An AI governance checklist is a practical list of controls for keeping AI-influenced decisions defensible. This one is organized by the four pillars of Digital Information Governance.
Use this checklist to test whether your AI-influenced decisions are defensible today. It is organized by the four pillars of DIG. To score yourself in two minutes, use the DIG maturity self-assessment.
Information Provenance
- You can trace the source of the information behind each AI-influenced decision.
- You know whether that information was authoritative and current when it was used.

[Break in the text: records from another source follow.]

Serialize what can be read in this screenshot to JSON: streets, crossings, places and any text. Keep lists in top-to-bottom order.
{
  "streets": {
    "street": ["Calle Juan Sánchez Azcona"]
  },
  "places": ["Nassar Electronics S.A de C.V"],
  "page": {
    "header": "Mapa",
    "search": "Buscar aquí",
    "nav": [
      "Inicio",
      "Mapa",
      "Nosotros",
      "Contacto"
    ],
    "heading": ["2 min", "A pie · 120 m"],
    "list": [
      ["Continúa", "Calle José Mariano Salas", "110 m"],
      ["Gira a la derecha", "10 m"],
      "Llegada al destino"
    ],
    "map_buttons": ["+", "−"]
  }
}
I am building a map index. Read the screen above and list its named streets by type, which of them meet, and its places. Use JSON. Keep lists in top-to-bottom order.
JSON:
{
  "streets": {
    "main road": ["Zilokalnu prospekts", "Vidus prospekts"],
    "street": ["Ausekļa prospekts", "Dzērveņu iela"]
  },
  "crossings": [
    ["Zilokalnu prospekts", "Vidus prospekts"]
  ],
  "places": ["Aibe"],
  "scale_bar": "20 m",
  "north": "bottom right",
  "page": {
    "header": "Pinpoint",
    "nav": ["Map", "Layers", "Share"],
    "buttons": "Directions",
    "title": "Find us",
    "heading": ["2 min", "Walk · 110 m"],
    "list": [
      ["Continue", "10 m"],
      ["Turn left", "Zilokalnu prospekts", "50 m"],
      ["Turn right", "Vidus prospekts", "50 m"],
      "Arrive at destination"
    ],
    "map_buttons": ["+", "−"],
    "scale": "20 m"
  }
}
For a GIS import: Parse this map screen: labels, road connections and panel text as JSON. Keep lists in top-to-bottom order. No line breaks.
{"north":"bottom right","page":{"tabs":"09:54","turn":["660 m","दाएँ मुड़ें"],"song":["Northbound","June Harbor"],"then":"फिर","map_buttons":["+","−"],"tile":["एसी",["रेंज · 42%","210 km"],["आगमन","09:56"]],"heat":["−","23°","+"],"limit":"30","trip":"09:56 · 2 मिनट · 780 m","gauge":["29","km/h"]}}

- You can tell whether inputs were altered between source and decision.
Decision Traceability
- There is a record of what was recommended, by which system, and on what basis.
- You can show who reviewed and approved the decision, and on whose authority.
- The record is captured as part of the decision, not reconstructed afterward.
Representation Integrity
- You monitor how AI systems and search engines describe your organization.
- You can correct an inaccurate AI-generated statement about your company quickly.
Audit Readiness
- You can produce the full decision trail for any AI-influenced decision on demand.
- Your controls are tested, not assumed.
- Coverage is measured: you know which decisions are governed and which are not.
Frequently asked questions
What should an AI governance checklist cover?
The controls that make an AI-influenced decision defensible: the provenance of its inputs, a trace of who decided and why, accurate representation across AI systems, and the ability to prove all of it on demand. The DIG four pillars organize these.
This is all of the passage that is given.